Le mois dernier, le gouvernement néerlandais a rendu publiques ses propositions pour limiter les nuisances liées au « narcotourisme ». Entre la fin de cette année et début 2012, les fameux coffee shops deviendraient des clubs privés accessibles aux seuls citoyens ou résidents néerlandais. Pour y accéder, ces derniers devront être majeurs et prendre une carte de membre valable un an. Le gouvernement souhaite également limiter le nombre total de coffee shops. Si Wernard Bruining défend depuis longtemps l’idée de « cannabis clubs » réservés aux membres, il explique aux Inrocks pourquoi la formule proposée par le gouvernement ne lui paraît pas la bonne.

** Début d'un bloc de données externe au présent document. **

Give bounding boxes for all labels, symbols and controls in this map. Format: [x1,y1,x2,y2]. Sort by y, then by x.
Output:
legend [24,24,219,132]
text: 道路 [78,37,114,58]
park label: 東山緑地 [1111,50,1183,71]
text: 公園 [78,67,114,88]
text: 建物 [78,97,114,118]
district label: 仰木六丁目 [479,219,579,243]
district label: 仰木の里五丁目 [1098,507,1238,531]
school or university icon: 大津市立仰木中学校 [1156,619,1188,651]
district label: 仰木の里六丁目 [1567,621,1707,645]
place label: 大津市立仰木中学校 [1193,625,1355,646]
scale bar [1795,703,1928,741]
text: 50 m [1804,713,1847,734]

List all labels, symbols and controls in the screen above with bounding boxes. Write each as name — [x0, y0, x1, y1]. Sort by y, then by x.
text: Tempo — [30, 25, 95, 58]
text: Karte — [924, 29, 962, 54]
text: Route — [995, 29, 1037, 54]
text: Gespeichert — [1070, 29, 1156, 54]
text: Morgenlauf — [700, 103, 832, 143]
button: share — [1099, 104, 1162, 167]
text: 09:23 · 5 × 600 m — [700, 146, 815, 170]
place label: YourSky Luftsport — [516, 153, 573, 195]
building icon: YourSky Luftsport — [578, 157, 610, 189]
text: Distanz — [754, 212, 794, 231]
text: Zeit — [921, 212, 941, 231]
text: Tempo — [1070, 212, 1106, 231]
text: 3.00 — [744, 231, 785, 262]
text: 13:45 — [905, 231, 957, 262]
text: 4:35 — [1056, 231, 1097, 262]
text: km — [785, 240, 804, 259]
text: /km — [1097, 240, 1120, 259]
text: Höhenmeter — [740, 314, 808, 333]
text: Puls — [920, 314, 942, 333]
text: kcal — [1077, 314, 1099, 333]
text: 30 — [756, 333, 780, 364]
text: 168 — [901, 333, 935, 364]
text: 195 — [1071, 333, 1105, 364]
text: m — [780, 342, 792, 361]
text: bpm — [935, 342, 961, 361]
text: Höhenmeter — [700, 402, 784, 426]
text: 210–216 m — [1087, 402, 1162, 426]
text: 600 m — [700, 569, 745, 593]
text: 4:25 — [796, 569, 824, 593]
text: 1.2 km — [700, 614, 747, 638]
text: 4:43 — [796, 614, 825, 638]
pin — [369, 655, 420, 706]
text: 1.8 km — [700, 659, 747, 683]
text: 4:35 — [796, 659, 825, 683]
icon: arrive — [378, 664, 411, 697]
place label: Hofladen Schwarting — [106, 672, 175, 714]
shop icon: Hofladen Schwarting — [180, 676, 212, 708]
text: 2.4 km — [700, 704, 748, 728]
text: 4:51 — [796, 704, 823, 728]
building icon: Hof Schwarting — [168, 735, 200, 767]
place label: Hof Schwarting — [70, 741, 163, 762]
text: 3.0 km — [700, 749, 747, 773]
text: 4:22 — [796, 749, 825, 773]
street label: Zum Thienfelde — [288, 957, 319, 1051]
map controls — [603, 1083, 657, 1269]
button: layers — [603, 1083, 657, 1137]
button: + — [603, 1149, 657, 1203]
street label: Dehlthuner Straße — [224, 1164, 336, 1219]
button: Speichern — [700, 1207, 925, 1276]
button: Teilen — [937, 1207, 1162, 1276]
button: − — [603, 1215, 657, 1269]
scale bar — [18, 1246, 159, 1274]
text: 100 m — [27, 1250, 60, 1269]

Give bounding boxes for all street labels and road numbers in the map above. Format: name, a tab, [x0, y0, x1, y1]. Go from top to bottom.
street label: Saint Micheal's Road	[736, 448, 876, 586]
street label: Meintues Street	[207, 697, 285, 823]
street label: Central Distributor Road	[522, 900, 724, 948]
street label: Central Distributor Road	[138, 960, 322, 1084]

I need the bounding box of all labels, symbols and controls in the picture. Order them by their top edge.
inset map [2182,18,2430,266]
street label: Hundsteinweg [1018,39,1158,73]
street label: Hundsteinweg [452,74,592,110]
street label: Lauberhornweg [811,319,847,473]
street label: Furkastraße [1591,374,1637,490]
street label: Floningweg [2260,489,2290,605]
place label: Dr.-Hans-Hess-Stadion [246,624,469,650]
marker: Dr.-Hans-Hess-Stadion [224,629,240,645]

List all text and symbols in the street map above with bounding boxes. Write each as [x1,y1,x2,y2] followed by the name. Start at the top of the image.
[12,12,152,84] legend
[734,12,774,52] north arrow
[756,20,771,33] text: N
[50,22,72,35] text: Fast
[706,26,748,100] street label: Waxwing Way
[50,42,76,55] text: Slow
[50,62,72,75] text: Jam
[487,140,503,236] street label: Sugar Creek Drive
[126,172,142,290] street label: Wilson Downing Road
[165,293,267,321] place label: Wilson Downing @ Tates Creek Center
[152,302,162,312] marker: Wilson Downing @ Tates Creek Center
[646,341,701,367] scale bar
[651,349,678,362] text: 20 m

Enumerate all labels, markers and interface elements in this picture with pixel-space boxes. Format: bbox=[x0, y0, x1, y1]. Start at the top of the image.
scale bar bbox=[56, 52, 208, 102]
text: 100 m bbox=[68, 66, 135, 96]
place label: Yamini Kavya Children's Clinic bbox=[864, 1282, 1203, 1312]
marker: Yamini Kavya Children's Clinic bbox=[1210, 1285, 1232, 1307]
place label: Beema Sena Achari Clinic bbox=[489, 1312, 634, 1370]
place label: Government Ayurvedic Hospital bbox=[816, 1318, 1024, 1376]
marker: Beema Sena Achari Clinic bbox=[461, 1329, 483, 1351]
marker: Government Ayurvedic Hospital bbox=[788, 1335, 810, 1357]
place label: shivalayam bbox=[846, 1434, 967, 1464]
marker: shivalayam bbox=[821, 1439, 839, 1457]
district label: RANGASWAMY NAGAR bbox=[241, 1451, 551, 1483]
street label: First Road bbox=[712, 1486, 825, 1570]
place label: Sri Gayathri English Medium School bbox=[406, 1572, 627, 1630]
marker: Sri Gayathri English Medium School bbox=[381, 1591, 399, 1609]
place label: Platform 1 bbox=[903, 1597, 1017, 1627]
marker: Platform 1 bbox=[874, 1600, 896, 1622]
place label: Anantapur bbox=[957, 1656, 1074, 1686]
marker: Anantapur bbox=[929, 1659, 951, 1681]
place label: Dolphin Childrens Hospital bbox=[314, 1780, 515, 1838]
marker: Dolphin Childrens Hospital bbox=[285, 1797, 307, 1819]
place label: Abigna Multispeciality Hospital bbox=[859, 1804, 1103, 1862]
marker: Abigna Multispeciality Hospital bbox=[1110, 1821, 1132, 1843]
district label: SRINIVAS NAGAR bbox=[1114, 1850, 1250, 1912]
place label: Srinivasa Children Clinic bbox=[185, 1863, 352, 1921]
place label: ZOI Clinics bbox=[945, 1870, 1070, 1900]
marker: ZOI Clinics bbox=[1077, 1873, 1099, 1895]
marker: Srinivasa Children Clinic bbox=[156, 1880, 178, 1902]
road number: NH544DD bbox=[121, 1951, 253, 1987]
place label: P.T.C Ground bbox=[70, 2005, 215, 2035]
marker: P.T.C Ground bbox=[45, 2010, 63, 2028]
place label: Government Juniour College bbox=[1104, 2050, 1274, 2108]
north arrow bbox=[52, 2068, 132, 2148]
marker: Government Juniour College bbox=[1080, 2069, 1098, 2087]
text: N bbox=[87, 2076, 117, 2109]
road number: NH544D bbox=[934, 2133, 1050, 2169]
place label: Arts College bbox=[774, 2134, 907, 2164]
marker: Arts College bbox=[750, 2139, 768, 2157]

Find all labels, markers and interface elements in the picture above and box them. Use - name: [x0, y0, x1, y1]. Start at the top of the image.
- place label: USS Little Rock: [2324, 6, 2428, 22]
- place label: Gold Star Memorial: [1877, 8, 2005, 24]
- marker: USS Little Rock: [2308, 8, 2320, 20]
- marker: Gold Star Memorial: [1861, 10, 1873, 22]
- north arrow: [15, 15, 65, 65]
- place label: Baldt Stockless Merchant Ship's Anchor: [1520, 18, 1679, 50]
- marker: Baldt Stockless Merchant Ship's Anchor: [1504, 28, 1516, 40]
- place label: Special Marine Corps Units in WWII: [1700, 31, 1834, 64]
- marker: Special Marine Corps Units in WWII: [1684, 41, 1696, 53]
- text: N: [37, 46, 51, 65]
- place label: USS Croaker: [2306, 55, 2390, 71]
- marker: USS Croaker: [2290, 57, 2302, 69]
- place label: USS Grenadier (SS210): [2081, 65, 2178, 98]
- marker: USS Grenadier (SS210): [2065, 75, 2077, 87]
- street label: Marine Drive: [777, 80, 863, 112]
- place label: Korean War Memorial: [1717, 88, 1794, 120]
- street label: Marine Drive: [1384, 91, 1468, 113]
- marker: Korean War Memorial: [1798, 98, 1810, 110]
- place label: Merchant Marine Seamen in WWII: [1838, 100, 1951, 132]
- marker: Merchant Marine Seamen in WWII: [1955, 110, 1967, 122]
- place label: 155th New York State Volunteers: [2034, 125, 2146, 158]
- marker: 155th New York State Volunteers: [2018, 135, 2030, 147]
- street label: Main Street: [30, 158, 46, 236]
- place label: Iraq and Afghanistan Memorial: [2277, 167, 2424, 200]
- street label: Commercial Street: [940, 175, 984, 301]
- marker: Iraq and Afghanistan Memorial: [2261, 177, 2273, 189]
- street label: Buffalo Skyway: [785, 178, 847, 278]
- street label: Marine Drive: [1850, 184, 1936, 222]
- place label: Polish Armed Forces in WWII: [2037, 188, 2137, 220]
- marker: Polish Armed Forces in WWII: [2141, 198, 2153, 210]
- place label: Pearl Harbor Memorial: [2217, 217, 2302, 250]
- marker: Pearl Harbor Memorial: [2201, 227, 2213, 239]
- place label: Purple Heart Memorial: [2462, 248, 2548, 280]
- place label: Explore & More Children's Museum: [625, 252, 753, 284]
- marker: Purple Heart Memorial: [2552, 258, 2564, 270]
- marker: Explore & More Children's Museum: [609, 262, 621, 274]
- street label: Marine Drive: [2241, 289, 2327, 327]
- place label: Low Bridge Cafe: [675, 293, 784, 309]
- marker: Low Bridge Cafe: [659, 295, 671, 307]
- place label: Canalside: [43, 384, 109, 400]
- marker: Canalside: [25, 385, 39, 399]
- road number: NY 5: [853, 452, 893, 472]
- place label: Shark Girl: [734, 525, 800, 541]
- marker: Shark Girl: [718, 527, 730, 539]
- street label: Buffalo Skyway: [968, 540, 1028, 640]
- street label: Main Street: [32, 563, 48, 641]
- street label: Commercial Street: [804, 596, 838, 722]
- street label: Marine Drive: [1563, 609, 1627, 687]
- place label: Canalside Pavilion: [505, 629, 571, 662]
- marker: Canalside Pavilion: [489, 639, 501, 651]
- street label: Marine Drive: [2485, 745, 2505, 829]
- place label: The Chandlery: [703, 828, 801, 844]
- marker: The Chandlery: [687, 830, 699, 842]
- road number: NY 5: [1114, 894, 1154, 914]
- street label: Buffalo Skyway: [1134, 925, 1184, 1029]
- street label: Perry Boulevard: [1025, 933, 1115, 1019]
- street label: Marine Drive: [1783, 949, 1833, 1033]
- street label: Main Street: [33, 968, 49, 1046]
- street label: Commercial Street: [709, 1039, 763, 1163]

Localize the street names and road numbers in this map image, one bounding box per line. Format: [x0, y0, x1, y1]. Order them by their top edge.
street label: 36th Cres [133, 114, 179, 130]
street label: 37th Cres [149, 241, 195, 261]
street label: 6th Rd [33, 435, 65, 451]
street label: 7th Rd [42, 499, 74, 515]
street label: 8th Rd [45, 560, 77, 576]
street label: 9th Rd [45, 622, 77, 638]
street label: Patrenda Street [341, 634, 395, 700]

Quelle a été votre réaction en apprenant les projets du gouvernement concernant les coffee shops?

Il ne s’agit encore que d’idées, pas de lois. Et il y a des chances que ce système de « passes cannabis » pour bannir les étrangers n’ait jamais force de loi. C’est compliqué juridiquement: ça voudrait dire que l’Etat oblige des hommes d’affaires, des citoyens, à délivrer des passes permettant d’acheter quelque chose qui reste illégal… [le cannabis n'est que toléré aux Pays-Bas, ndlr]

De plus, il y a des chances qu’ils réalisent que ce système est inutile. Pour arriver au même résultat, il suffit de limiter le nombre de membres que peut avoir un « cannabis club », peu importe leur nationalité. Ça pourrait constituer une porte de sorties pour des municipalités comme Amsterdam qui ne veulent aucune restriction. Elles pourraient mettre en place des clubs avec des cartes de membres provisoires. Car lorsqu’un étranger dort dans un hôtel, dans un sens il réside aux Pays-Bas. Ce n’est pas comme un narcotouriste qui prend sa voiture, va dans le coffee shop le plus près de la frontière et repart. Là c’est de l’exportation.

Je pense qu’à terme, nous aurons effectivement des cannabis clubs réservés aux seuls membres, mais dont les étrangers pourront faire partie, pour quelques semaines par exemple.

Est-ce que les propriétaires de coffee shops sont inquiets?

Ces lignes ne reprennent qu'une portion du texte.